Exercise data Block Start

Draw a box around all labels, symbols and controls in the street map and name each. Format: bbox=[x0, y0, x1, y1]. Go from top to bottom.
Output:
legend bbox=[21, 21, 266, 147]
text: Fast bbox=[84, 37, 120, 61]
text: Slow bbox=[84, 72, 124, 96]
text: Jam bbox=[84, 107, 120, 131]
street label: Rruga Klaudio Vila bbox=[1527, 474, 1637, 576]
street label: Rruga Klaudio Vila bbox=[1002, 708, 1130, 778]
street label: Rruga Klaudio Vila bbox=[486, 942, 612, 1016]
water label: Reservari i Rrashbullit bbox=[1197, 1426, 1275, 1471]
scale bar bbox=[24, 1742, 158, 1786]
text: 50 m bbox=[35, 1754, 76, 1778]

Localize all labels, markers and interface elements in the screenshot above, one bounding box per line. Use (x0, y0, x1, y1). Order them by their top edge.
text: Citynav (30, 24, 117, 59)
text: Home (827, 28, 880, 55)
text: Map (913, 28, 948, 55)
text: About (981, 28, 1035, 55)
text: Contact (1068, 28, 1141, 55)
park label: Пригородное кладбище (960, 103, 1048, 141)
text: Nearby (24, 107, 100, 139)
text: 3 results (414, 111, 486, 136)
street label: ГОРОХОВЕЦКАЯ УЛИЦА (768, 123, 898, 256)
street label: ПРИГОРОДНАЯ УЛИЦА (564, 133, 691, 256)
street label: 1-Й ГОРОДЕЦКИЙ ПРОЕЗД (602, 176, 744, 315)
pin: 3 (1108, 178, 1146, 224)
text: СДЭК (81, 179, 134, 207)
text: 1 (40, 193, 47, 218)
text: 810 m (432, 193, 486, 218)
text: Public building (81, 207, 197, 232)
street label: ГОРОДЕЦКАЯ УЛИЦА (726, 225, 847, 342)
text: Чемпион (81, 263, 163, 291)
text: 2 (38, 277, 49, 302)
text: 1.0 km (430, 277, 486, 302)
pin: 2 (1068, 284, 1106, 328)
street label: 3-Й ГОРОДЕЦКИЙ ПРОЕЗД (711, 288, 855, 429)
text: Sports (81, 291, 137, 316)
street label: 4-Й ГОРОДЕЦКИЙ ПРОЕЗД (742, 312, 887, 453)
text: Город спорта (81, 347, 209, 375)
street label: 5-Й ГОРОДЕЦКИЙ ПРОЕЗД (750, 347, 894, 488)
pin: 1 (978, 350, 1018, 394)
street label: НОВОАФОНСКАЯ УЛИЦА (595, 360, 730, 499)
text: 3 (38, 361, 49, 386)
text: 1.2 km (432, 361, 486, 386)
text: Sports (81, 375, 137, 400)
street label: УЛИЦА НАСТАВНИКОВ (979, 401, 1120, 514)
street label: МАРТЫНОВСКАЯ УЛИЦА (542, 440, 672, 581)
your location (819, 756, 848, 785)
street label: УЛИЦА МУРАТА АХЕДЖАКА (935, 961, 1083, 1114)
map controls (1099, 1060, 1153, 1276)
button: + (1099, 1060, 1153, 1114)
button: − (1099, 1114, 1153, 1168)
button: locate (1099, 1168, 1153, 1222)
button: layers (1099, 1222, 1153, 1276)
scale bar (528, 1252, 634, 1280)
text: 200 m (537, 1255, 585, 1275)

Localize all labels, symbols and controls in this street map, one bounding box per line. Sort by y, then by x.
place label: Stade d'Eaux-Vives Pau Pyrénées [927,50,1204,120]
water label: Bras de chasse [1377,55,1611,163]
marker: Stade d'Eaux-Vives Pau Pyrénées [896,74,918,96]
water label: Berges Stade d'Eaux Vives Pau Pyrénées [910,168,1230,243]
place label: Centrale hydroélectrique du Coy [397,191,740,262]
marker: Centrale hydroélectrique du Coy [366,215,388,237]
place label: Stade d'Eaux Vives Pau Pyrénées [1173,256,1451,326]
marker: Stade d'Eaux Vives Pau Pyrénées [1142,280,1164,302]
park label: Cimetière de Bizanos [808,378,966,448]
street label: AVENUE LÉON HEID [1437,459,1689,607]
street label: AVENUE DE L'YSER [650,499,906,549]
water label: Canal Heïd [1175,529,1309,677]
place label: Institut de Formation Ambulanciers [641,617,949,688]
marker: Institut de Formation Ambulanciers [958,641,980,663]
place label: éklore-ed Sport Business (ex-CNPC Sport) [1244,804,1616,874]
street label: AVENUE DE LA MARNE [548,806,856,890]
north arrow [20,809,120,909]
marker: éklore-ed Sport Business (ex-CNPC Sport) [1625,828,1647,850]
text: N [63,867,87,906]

Exercise data Block End

→ **Task statement**
Wherever the word "Business" turns up in a line of the entries above, copy that line.

→ **Exercise result**
place label: éklore-ed Sport Business (ex-CNPC Sport) [1244,804,1616,874]
marker: éklore-ed Sport Business (ex-CNPC Sport) [1625,828,1647,850]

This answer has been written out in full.